To activate the gene transcription by initiation of intracellular signaling via a complex mechanism, INF binds to specific cell surface receptors. The gene gets modulated by INF stimulation and effects on inhibition of viral replication, cell proliferation and immunomodulation in infected cells. An effector protein such as neopterin and 2′, 5′-oligoadeylates synthetase gets stimulated by INF. Neopterin has been used in the INF studies to demonstrate its immune activation by the INF. Neopterin has been validated in a large number of studies as a marker of INF activation. The level of neopterin increases with the INF.^[20]

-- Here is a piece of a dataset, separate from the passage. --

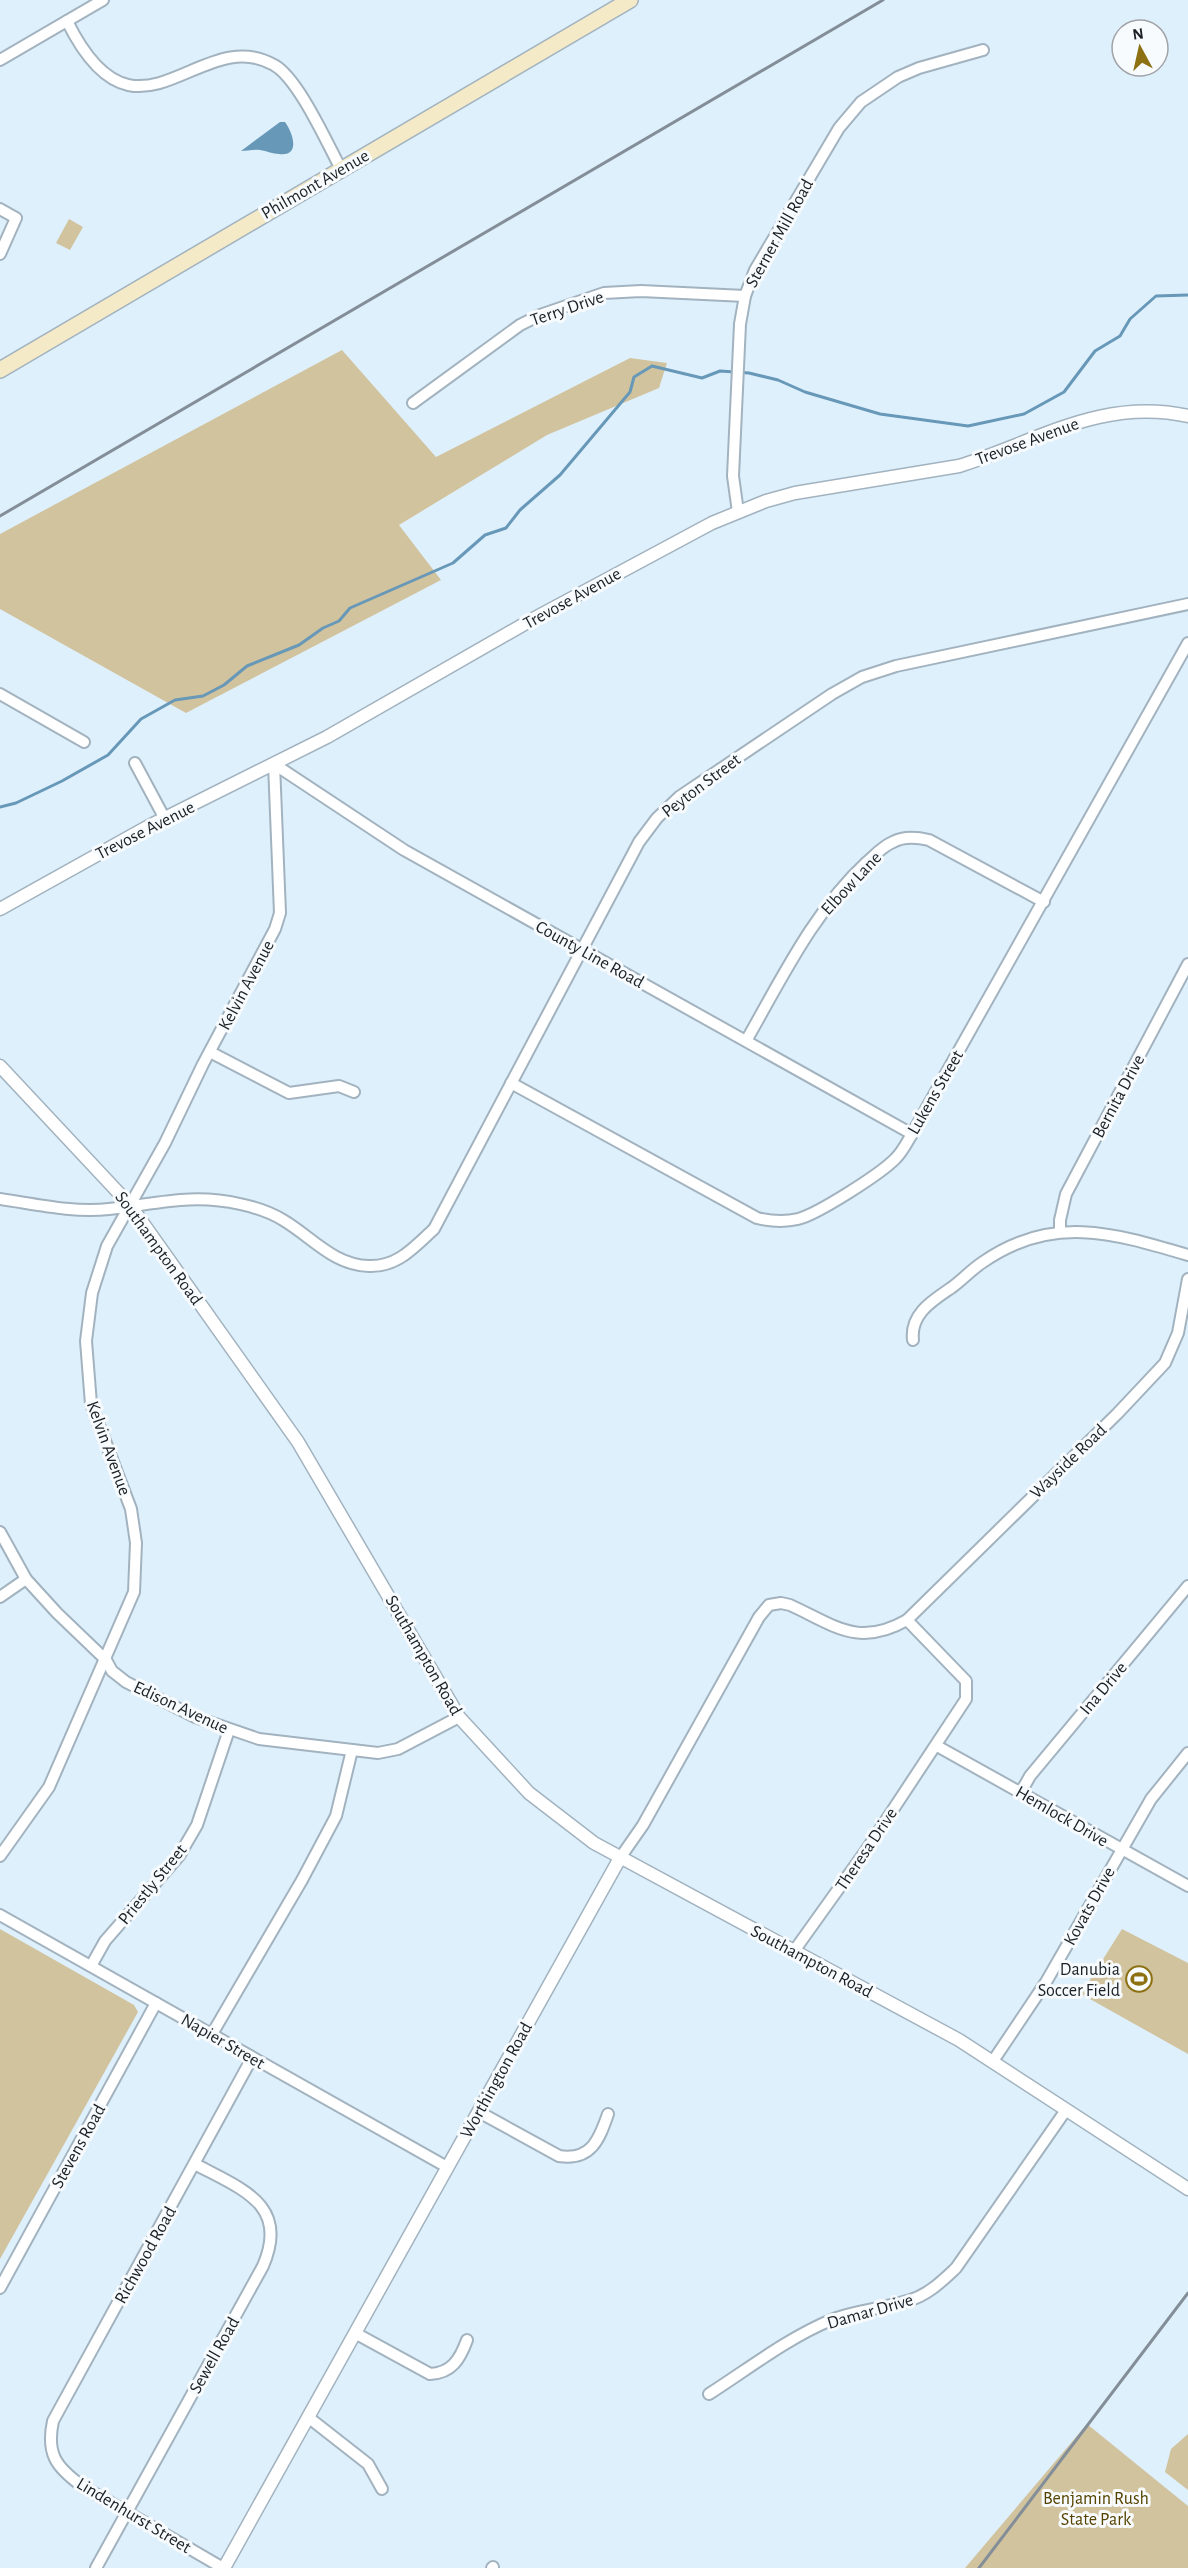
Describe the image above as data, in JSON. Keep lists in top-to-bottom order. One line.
{"streets":{"main road":["Philmont Avenue"],"street":["Sterner Mill Road","Terry Drive","Trevose Avenue","Peyton Street","Elbow Lane","County Line Road","Kelvin Avenue","Lukens Street","Bernita Drive","Southampton Road","Wayside Road","Ina Drive","Edison Avenue","Hemlock Drive","Theresa Drive","Priestly Street","Kovats Drive","Napier Street","Worthington Road","Stevens Road","Richwood Road","Damar Drive","Sewell Road","Lindenhurst Street"]},"crossings":[["Sterner Mill Road","Terry Drive"],["Sterner Mill Road","Trevose Avenue"],["Trevose Avenue","County Line Road"],["Trevose Avenue","Kelvin Avenue"],["Peyton Street","County Line Road"],["Peyton Street","Kelvin Avenue"],["Peyton Street","Lukens Street"],["Peyton Street","Southampton Road"],["Elbow Lane","County Line Road"],["Elbow Lane","Lukens Street"],["County Line Road","Kelvin Avenue"],["County Line Road","Lukens Street"],["Kelvin Avenue","Southampton Road"],["Kelvin Avenue","Edison Avenue"],["Southampton Road","Edison Avenue"],["Southampton Road","Theresa Drive"],["Southampton Road","Kovats Drive"],["Southampton Road","Worthington Road"],["Southampton Road","Damar Drive"],["Wayside Road","Theresa Drive"],["Wayside Road","Worthington Road"],["Ina Drive","Hemlock Drive"],["Edison Avenue","Priestly Street"],["Hemlock Drive","Theresa Drive"],["Hemlock Drive","Kovats Drive"],["Theresa Drive","Worthington Road"],["Priestly Street","Napier Street"],["Napier Street","Worthington Road"],["Napier Street","Stevens Road"],["Napier Street","Richwood Road"],["Worthington Road","Lindenhurst Street"],["Richwood Road","Sewell Road"],["Richwood Road","Lindenhurst Street"],["Sewell Road","Lindenhurst Street"]],"parks":["Benjamin Rush State Park"],"places":{"sports":["Danubia Soccer Field"]},"north":"top"}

Neurotransmitters and Neopterin

Occupational exposure to lead affects the neuromuscular junctions and it might cause disturbances in the locomotor activity. This study was carried out to evaluate pteridine metabolism for the synthesis of neurotransmitters in urinary neopterin, biopterin, creatinine and blood dihydropteridine reductase (DHPR) activity in battery workers and the delta-aminolevulonic acid (delta-ALA) was measured. Blood and urine lead levels were detected by an atomic absorption spectrophotometer. A significant increase in the blood and urine lead levels shows traces of urinary neopterin, biopterin and delta-ALA among exposed workers.^[21] DHPR activity was indifferent as compared with the control group. These studies demonstrate that an increased activity of the pteridine pathway causes accumulation of the neurotransmitters, which may be responsible for the neurological disorders.^[22]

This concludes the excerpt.